**Problem requirements:**
The first line of the entries below, the line containing "position:absolute; right:21px; bottom:21px;", and every line between them should be repeated exactly, and nothing else.

[Data excerpts]
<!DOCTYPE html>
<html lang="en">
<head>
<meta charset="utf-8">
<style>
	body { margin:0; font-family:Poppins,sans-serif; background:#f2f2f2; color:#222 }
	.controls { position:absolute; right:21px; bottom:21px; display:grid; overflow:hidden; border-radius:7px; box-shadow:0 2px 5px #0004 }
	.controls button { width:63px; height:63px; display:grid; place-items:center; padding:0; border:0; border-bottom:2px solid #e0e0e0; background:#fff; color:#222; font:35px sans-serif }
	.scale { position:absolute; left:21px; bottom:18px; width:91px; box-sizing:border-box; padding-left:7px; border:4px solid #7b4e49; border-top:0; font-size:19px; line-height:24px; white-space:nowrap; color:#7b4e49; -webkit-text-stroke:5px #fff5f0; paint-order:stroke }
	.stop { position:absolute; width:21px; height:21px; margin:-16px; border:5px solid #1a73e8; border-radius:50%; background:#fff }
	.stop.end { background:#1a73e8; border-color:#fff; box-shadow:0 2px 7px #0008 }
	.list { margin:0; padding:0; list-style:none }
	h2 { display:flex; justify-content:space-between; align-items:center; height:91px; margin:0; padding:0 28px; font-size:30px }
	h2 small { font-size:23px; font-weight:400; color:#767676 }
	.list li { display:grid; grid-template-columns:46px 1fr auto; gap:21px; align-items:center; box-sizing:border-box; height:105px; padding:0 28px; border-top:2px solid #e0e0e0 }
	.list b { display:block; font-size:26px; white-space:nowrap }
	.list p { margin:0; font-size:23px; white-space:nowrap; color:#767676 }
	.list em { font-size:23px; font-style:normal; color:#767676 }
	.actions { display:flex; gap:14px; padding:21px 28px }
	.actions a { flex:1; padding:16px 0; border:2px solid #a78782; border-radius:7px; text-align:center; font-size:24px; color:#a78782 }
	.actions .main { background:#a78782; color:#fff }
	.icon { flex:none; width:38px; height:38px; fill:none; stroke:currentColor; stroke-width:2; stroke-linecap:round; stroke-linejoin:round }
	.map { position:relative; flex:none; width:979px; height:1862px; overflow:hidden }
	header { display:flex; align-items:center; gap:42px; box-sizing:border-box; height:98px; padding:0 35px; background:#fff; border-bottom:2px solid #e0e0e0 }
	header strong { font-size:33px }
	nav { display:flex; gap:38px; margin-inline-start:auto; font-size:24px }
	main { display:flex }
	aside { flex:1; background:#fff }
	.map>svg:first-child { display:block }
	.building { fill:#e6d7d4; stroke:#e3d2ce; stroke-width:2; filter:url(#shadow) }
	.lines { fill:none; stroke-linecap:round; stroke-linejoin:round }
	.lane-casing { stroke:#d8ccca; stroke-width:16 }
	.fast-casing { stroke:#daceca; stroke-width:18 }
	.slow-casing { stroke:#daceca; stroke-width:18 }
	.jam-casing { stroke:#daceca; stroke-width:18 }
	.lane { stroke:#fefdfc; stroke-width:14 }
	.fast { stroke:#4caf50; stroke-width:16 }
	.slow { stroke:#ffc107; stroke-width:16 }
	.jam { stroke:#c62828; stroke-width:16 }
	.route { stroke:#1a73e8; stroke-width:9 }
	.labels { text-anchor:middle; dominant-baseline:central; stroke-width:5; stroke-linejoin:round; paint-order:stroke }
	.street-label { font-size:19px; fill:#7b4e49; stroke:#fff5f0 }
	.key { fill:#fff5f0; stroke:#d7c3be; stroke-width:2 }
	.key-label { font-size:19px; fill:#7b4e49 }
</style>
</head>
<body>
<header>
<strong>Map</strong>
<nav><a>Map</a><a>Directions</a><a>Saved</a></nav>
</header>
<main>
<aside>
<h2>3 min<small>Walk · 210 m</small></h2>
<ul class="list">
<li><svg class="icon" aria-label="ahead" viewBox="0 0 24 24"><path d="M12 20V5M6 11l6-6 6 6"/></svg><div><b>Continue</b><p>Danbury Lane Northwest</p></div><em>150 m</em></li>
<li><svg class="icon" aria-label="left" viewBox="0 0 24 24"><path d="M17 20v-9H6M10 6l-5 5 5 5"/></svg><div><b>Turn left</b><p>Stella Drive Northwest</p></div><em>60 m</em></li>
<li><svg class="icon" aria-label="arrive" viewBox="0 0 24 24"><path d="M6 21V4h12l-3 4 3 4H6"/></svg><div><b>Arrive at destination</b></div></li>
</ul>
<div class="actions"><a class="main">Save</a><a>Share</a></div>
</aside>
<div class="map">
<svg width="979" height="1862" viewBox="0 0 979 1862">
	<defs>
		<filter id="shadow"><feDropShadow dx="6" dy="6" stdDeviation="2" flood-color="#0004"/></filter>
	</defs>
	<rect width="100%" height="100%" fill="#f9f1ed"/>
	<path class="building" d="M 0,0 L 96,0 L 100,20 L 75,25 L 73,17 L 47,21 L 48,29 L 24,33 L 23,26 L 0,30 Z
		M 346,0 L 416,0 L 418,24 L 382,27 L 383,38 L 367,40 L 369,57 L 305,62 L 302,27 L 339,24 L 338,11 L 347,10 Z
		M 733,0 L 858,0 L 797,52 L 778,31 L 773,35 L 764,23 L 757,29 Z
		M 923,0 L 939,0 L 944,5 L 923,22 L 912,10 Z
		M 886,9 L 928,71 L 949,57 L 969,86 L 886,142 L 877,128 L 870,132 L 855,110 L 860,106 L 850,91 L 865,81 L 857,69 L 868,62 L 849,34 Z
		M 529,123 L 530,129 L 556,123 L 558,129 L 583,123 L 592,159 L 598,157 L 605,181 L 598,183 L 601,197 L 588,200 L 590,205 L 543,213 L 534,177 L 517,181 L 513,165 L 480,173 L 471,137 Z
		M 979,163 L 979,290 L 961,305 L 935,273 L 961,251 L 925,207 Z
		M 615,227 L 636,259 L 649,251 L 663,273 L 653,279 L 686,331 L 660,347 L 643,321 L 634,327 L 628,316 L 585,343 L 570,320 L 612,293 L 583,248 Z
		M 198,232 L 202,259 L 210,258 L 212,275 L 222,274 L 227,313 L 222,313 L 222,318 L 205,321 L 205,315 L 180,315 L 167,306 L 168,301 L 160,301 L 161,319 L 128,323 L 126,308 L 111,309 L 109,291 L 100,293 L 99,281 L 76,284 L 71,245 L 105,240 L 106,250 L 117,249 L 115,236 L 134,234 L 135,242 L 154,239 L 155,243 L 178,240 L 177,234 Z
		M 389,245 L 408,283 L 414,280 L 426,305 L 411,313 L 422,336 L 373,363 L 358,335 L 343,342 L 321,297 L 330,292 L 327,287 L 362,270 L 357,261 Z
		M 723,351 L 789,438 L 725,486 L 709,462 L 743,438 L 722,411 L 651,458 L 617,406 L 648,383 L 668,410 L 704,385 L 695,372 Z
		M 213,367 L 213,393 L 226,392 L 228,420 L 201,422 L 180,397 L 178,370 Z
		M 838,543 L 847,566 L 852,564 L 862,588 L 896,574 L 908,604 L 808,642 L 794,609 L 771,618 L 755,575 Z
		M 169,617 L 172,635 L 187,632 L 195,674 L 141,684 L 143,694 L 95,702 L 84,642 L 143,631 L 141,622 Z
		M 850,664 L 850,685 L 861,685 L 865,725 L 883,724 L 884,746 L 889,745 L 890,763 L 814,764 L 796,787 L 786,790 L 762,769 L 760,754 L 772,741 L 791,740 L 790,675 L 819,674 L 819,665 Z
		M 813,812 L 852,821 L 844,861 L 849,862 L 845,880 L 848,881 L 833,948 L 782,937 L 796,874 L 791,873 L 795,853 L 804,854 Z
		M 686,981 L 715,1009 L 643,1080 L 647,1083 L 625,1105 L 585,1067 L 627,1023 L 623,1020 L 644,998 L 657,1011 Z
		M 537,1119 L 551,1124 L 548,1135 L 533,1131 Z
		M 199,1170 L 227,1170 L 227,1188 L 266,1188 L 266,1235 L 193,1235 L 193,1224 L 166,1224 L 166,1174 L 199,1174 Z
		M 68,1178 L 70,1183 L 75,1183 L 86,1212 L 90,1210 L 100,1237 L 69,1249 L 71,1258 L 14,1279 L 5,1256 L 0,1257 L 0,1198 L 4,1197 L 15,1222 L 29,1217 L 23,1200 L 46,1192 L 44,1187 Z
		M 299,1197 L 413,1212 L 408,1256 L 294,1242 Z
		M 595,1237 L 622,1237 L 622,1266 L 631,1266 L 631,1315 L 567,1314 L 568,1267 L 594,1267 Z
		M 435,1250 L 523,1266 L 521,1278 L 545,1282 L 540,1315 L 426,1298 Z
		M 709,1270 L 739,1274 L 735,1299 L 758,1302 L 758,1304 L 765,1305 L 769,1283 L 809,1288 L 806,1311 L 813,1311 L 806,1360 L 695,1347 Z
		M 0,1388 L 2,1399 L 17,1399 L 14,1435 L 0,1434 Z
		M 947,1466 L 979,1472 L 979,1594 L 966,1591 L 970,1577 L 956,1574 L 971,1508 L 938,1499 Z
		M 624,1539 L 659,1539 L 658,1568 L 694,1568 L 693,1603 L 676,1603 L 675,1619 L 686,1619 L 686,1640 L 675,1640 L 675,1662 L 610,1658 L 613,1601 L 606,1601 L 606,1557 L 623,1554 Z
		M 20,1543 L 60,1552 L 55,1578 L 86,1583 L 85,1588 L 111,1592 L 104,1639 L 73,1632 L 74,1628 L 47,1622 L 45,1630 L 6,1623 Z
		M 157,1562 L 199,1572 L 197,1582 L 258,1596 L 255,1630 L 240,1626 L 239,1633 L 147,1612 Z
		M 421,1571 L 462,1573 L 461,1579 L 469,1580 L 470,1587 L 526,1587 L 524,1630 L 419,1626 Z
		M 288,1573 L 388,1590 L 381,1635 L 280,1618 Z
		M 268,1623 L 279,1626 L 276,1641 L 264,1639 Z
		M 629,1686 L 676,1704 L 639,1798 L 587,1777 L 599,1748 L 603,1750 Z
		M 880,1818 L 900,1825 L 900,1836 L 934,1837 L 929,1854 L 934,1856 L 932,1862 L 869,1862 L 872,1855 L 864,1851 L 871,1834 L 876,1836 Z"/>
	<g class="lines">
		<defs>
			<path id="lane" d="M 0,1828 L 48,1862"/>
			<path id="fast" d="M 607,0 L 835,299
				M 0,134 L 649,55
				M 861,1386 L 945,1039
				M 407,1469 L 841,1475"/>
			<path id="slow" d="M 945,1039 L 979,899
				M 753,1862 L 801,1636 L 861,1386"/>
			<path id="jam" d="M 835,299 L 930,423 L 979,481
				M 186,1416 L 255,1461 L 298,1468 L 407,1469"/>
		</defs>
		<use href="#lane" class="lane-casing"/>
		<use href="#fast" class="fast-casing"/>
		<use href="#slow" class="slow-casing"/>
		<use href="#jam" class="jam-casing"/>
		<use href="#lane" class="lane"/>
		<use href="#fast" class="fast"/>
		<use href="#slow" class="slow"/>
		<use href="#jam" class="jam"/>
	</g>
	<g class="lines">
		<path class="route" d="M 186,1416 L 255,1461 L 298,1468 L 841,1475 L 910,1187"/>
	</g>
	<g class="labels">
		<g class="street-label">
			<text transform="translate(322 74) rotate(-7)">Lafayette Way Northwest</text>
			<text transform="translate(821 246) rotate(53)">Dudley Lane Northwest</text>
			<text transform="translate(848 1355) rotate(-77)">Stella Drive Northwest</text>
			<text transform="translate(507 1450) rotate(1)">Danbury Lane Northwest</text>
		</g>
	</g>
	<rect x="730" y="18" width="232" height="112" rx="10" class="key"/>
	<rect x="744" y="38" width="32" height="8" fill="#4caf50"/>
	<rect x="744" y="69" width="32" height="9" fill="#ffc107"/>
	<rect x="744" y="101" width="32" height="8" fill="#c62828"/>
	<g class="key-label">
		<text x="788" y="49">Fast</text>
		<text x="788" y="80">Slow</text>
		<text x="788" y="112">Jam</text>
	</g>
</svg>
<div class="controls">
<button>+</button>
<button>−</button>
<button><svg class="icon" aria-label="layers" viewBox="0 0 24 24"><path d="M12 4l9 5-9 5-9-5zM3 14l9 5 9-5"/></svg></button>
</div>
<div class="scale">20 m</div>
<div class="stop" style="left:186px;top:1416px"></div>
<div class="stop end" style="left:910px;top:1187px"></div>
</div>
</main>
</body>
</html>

**Final answer:**
<!DOCTYPE html>
<html lang="en">
<head>
<meta charset="utf-8">
<style>
	body { margin:0; font-family:Poppins,sans-serif; background:#f2f2f2; color:#222 }
	.controls { position:absolute; right:21px; bottom:21px; display:grid; overflow:hidden; border-radius:7px; box-shadow:0 2px 5px #0004 }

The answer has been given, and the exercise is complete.